On the eve of the release of the new ‘Godzilla’ movie, Baradwaj Rangan muses about the generic nature of Hollywood’s summer blockbusters.
I watched the new Spider-Man movie last week. I use the word “new” cautiously, for it only refers to this Spider-Man instalment being the one that was released most recently. Otherwise, it’s the same old, same old. There’s a secret from the past. There’s a tragedy in the present. A friend turns foe. There’s comedy, as when Aunt May forbids Peter Parker from doing the laundry because the last time he turned everything blue and red. He pauses for a beat and replies that he was washing the American flag. Then there are the villains, who keep coming at him as if on an assembly line. First, there’s Electro, who was bitten by eels and is now some sort of human power supply. (I kept waiting for a joke where someone asks him about his “current employment;” it never came.) Then there’s Green Goblin. Then, just as you thought the film was over, someone straps himself into a steel suit with a horn and calls himself Rhino.
The Amazing Spider-Man 2 isn’t a bad movie. It’s just not a very good one. It’s probably not even a movie – more an adult version of the animated films that come out every month and function as babysitters for a couple of hours. We want to be distracted for a while. We walk into one of these movies. That’s the basic nature of the transaction. It’s like how, in the 1970s and 80s, we used to get masala movies with unfailing regularity. We saw some. We missed some. The ones we saw we felt we could have missed. The ones we missed we didn’t feel an overwhelming compulsion to see at some future point. It was all the same thing, more or less.

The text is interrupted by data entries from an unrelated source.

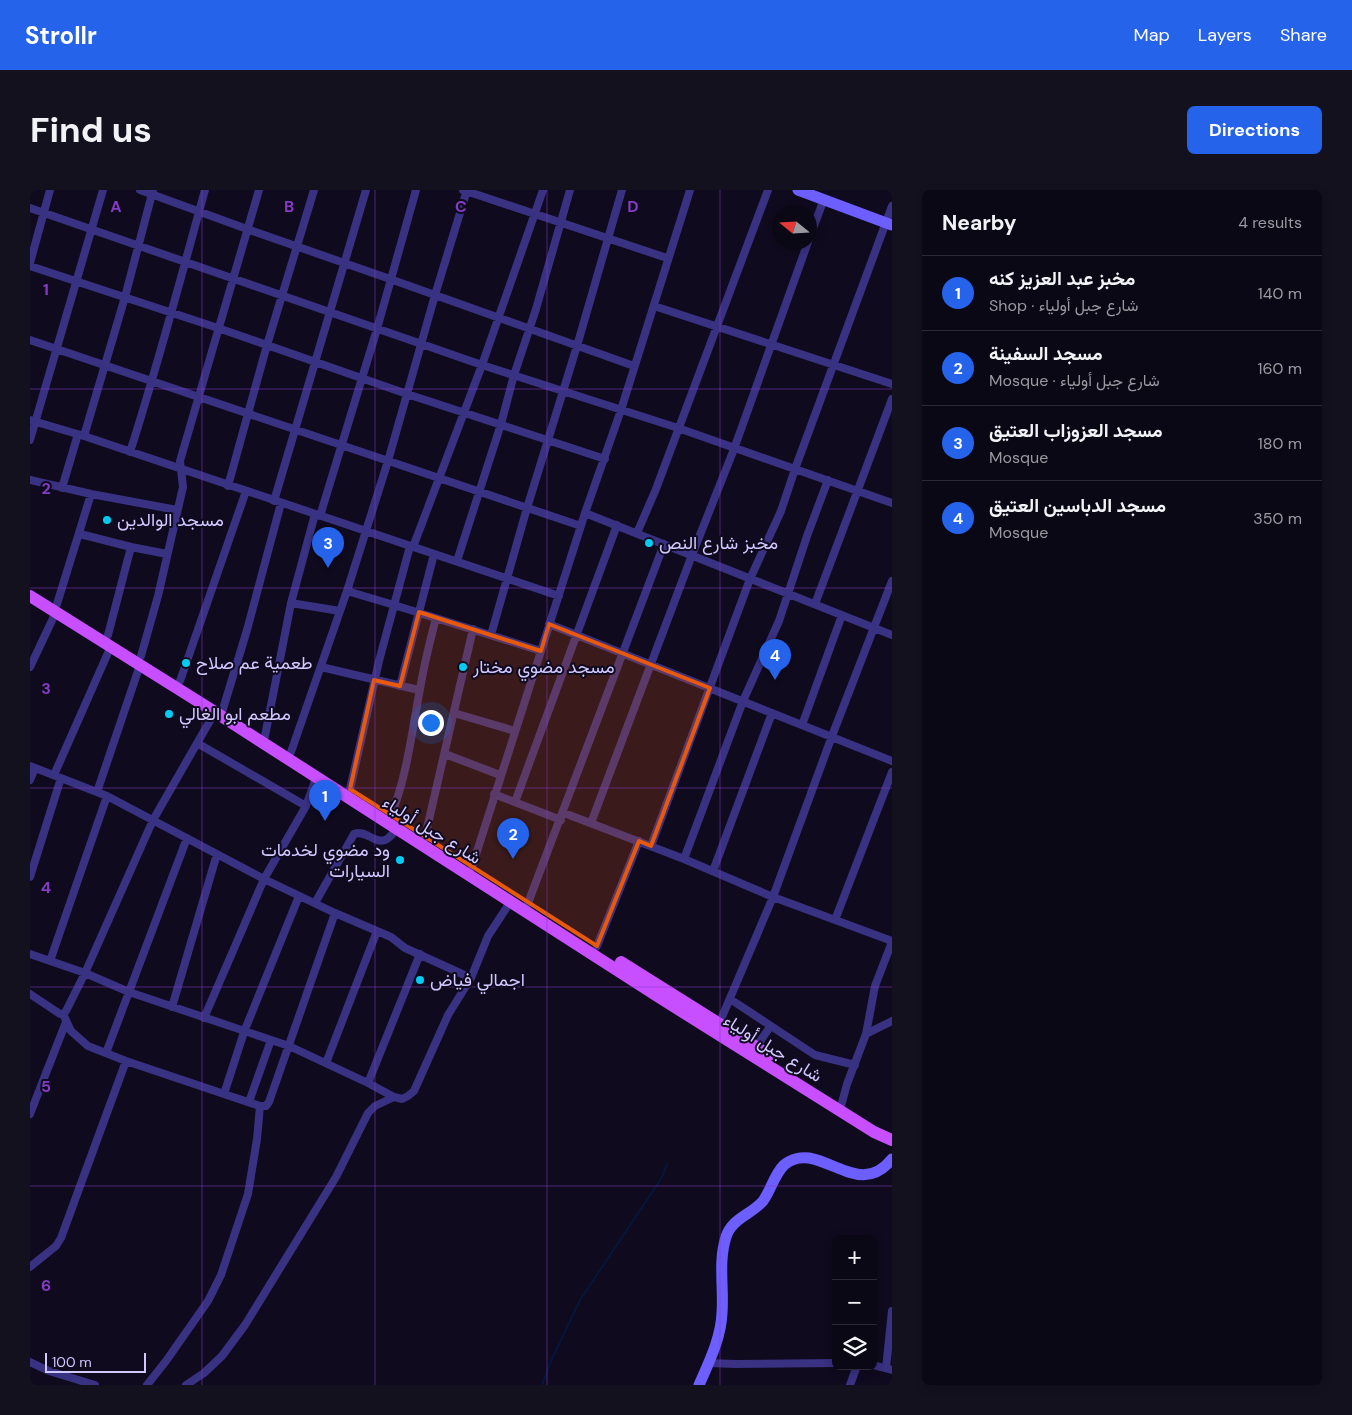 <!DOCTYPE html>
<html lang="en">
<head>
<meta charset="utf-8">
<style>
  body { margin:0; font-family:"DM Sans",Vazirmatn,sans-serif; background:#14111f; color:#f1f3f6 }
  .controls { position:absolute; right:15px; bottom:15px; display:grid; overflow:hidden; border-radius:8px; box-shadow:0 2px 8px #0003 }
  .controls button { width:45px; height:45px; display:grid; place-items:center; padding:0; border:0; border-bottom:1px solid #2b2935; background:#0b0816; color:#f1f3f6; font:25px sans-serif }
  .compass { position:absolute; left:742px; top:15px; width:45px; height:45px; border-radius:50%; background:#0b0816; box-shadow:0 2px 8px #0003; rotate:288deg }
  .scale { position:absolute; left:15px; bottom:12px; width:101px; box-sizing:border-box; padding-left:5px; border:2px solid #d1c8ff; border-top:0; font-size:14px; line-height:18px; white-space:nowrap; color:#d1c8ff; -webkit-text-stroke:4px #0f0a1e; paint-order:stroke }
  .you { position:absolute; left:400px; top:532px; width:18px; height:18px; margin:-12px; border:4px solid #fff; border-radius:50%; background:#1a73e8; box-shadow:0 0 0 8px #1a73e833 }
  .badge { display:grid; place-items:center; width:32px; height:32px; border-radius:50%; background:#2563eb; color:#fff; font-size:16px; font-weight:700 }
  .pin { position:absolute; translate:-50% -41px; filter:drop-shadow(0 1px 2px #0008) }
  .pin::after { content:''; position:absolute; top:26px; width:18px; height:15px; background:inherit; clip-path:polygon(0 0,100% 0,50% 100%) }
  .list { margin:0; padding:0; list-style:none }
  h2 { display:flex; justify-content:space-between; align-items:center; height:65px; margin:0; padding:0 20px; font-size:21px }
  h2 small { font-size:16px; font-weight:400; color:#9a9aa1 }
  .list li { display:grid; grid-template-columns:32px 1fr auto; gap:15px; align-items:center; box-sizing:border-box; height:75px; padding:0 20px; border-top:1px solid #2b2935 }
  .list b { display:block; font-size:19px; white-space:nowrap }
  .list p { margin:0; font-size:16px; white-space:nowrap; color:#9a9aa1 }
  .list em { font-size:16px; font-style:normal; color:#9a9aa1 }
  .icon { flex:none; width:28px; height:28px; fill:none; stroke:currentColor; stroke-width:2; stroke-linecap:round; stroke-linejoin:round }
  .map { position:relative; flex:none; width:862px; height:1195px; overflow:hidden; border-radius:8px }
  header { display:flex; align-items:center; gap:30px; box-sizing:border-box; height:70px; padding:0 25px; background:#2563eb; color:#fff }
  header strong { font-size:24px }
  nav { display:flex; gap:28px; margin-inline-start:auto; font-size:18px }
  .intro { display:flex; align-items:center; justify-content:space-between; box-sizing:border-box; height:120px; padding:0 30px }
  h1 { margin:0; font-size:35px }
  .button { padding:12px 22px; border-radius:8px; background:#2563eb; color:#fff; font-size:18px; font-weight:700 }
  main { display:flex; gap:30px; padding:0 30px }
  aside { flex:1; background:#0b0816; border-radius:8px; box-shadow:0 2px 8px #0003 }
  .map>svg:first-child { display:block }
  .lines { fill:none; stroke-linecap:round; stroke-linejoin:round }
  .stream { stroke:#05163d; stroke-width:2 }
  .street { stroke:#393181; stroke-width:8 }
  .secondary { stroke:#6d5fff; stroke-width:11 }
  .primary { stroke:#c84fff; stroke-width:12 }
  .marked { fill:#e8590c; fill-opacity:0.2; stroke:#e8590c; stroke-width:4; stroke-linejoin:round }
  .grid { fill:none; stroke:#843cc5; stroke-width:1; stroke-opacity:0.55 }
  .poi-dot { fill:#00cbf3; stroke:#0f0a1e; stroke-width:2 }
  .labels { text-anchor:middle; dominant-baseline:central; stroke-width:4; stroke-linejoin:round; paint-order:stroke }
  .poi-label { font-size:18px; fill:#d1c8ff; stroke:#0f0a1e; text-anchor:start }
  .street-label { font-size:18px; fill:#d1c8ff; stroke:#0f0a1e }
  .grid-label { font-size:16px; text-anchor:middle; font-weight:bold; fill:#843cc5; stroke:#0f0a1e; stroke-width:4; stroke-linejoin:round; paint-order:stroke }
</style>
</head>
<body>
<header>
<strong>Strollr</strong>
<nav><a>Map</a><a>Layers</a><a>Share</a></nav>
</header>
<div class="intro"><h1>Find us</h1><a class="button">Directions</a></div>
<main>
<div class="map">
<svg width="862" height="1195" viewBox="0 0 862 1195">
  <rect width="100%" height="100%" fill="#0f0a1e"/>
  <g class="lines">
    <path class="stream" d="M 512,1195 L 521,1171 L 550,1110 L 631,989 L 637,974"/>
    <path class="street" d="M 110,0 L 217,39 L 360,89 L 604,176
      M 433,0 L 637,68
      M 0,18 L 452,175 L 648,238 L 862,313
      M 779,49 L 794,9
      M 0,73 L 20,0
      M 0,76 L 188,138 L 377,204 L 575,269
      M 624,116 L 862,194
      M 0,150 L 551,336
      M 0,230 L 54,246 L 529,406
      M 54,246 L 95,107 L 123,0
      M 0,250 L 73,0
      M 100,262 C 128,175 151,87 175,0
      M 0,290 L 61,304 L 147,320
      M 198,296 L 237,155 L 284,0
      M 32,298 L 48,244
      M 244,311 L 336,0
      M 555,323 L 862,445
      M 290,326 L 347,139 L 386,0
      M 607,343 L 626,299 L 738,0
      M 50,344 L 101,357 L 137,364
      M 383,357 L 452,175 L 513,0
      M 427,371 L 471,234 L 484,185 L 506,119 L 540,0
      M 317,401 L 364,415 L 511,461
      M 261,413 L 310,421
      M 27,414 L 61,304
      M 785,414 L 862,209
      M 519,434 L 862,571
      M 78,445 L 101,357
      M 461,445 L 497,318 L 547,156 L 592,0
      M 111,466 L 128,406 L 153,297 L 150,271 L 229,0
      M 0,477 L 26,422
      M 291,477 L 389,500
      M 150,491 L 216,301
      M 370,496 L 404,364
      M 193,519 L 217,440 L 251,313
      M 424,523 L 485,541
      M 772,535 L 812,425
      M 235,546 L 261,413 L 285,324
      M 167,553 L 276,616
      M 261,562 L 317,401 L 358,271 L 405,105 L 437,0
      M 415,564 L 470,585
      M 0,576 L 77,606 L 234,689 L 305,723 L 361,747 L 375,758 L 441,788
      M 24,585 L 81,456
      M 0,590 L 5,578
      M 320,599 L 349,471 L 380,356
      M 67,602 L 110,475
      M 464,604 L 531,630
      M 485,612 L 587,335
      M 534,623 L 654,669 L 743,707 L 862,751
      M 361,626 C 377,586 382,541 390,499 C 394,475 400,451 406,428
      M 561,633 L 662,365 L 704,259 L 778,52
      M 395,647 L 443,439
      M 621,656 L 720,389 L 751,321 L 765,279 L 862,16
      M 654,669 L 713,511 L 749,431 L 777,346 L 798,290
      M 442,677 L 555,323 L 591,220 L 660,0
      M 683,681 L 742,523
      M 0,687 L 31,588
      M 285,713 L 324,644 C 335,639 344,654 355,650 C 359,649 363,643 367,639
      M 498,713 L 634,354
      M 805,730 L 862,582
      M 567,756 L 609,651
      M 0,764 L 55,783 L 99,802 L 259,856 L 338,893 L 364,907 L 372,909 L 378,906 L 384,901 L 418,825 L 441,788 L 458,746 L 481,711
      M 20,771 L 77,606
      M 0,804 L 30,824 L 33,824 L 36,821 L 55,783 L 123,630 L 185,522
      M 700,809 L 785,865 L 825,875
      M 142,817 L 187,664
      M 33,824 L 41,841 L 58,856 L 96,871 L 230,916 L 236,916 L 239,912 L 305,723
      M 174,828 L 234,689 L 276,616 L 286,588
      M 689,834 L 743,707 L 802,546 L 862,391
      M 836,844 L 862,831
      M 726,857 L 740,837
      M 76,863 L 157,648
      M 296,873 L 347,741
      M 338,893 L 390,764
      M 194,904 L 214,842 L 269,706
      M 219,912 L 241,850
      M 810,920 L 817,894 L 836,844 L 845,796 L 862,752
      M 0,924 L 36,832
      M 0,1077 L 26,1056 L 31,1048 L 96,871
      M 0,1172 L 19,1181 L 65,1195
      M 679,1173 L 705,1174 L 806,1173
      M 843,1175 L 862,1180
      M 856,1178 L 862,1121
      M 117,1195 L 136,1171 L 178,1111 L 191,1085 L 218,1004 L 227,949 L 230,916
      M 156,1195 L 174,1183 L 192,1166 L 215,1135 L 306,987 L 338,923 L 345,916 L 364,907
      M 820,1195 L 827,1176"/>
    <path class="secondary" d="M 768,0 L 862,35
      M 669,1195 C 679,1172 691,1148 692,1123 C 694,1098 688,1072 696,1047 C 702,1028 721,1025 733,1011 C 741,1000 744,985 754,975 C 761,969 771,967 779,968 C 810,974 835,1002 862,969"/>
    <path class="primary" d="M 0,406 L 185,522 L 632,809 L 844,942 L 862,950
      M 591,772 L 739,865"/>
  </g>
  <path class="marked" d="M 389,422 L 511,461 L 519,434 L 680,498 L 621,656 L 609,651 L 567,756 L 320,599 L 344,490 L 370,496 Z"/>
  <path class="grid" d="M 172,0 L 172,1195M 345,0 L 345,1195M 517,0 L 517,1195M 690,0 L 690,1195M 0,199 L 862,199M 0,398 L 862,398M 0,598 L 862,598M 0,797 L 862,797M 0,996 L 862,996"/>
  <g class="poi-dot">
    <circle cx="77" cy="330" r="5"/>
    <circle cx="619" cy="353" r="5"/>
    <circle cx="156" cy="473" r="5"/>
    <circle cx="433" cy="477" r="5"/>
    <circle cx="139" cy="524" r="5"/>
    <circle cx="370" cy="670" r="5"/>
    <circle cx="390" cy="790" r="5"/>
  </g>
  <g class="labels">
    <g class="poi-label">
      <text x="87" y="330">مسجد الوالدين</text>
      <text x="629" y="353">مخبز شارع النص</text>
      <text x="166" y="473">طعمية عم صلاح</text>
      <text x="443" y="477">مسجد مضوي مختار</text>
      <text x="149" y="524">مطعم ابو الغالي</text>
      <text x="360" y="660" text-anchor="end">ود مضوي لخدمات<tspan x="360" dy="21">السيارات</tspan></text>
      <text x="400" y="790">اجمالي فياض</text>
    </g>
    <g class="street-label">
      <text transform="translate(402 640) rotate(32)">شارع جبل أولياء</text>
      <text transform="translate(743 858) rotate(32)">شارع جبل أولياء</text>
    </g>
  </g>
  <g class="grid-label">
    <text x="86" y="22">A</text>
    <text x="259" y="22">B</text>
    <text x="431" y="22">C</text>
    <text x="603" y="22">D</text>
    <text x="16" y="105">1</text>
    <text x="16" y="304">2</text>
    <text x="16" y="504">3</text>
    <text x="16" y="703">4</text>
    <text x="16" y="902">5</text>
    <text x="16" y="1101">6</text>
  </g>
</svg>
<div class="controls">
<button>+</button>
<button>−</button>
<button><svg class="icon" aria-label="layers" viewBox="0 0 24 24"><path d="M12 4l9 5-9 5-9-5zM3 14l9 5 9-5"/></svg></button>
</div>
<svg class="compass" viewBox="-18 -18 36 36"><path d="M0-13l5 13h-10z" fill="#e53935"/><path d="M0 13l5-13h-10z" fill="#9a9aa1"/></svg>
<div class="scale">100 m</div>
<div class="you"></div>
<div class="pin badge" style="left:295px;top:631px">1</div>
<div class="pin badge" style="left:483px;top:669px">2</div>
<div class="pin badge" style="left:298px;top:378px">3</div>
<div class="pin badge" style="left:745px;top:490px">4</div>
</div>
<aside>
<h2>Nearby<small>4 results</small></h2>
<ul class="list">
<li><span class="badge">1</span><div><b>مخبز عبد العزيز كنه</b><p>Shop · شارع جبل أولياء</p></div><em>140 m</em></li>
<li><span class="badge">2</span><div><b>مسجد السفينة</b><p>Mosque · شارع جبل أولياء</p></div><em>160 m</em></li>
<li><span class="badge">3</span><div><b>مسجد العزوزاب العتيق</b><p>Mosque</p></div><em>180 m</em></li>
<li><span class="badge">4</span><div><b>مسجد الدباسين العتيق</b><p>Mosque</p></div><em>350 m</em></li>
</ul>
</aside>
</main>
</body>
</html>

You could miss The Amazing Spider-Man 2 and watch it when it premieres on TV. Or you could you just wait for The Amazing Spider-Man 3, where we’ll see more of the same, more self-referential gags, more secrets and tragedies, more villains created by accident. Maybe a computer geek will fall into an open manhole and emerge as Drain-O, who threatens to kill the residents of New York City by unleashing a stink.
Meanwhile, Godzilla emerges from the oceans this week. I must say it sounds more exciting that the prospect of a new superhero movie. For one, the last time the giant lizard clomped around our screens, it was 1998. That’s a reasonably long leave of absence. And two, the cast consists of Aaron Taylor-Johnson, Ken Watanabe, Elizabeth Olsen, Juliette Binoche, Sally Hawkins, David Strathairn and Bryan Cranston. In other words, there are no superstars. In other words, anyone can die at any time. It’s hard to pretend that Tom Cruise’s life is in danger, but Aaron Taylor-Johnson could end up a midmorning snack and no studio executive is going to have a heart attack. I have nothing against Taylor-Johnson. I actually think he’s quite cool. He married a woman 23 years his senior and incorporated her last name into his own. He probably deserves to be a bigger star. It’s just that he isn’t one yet. And that means he’s fair game.
Otherwise, I expect no surprises from the new Godzilla movie. I’m not enough of a fan of the franchise to react to the trailer the way this person did on one of IMDb’s message boards: “MUTO might be a serious threat, but how is unleashing Godzilla on it remotely close to being a good idea?” I don’t know what any of that means. It doesn’t matter much, either, that unlike in the 1998 film, this Godzilla actually looks like the creature from the Japanese daikaiju (giant monster) films. Apart from a core group of the faithful, most people are only going to care about whether the film lives up to what Frank Darabont, one of the film’s writers (and the director of The Shawshank Redemption), said in an interview: “What we’re trying to do with the new movie is not have it camp, not have it be campy. We’re kind of taking a cool new look at it. But with a lot of tradition in the first film. We want this to be a terrifying force of nature.”
But we can bet that Godzilla won’t be too terrifying. That might mean that the younger viewers would stay away, and that, in turn, would mean that the parents who don’t want to shell out babysitting costs would stay away as well. So, no, the new Godzilla cannot afford to be too terrifying. It cannot afford to be too idea-driven, harping on Godzilla being a metaphor for the impact of atomic/nuclear weapons, because this would mean stretches where the action slows down for conversation, and that’s not what global audiences, many of whose first language isn’t English, are going to be lining up for. This is the reason most of these summer blockbusters look the same – because they aim to satisfy such different markets with a single product. The days are gone when a studio would allow Tim Burton to make his nihilistic and nightmarish Batman movies. In 1992, Batman Returns grossed some $160 million in North America and some $100 million worldwide. Today, The Amazing Spider-Man 2 is released worldwide before it opens in America. It had already grossed some $150 million before the first American ticket had been sold. With this kind of potential global profit, no one’s interested in taking huge creative risks. Why break your brain over what’s essentially going to be a babysitter for adults?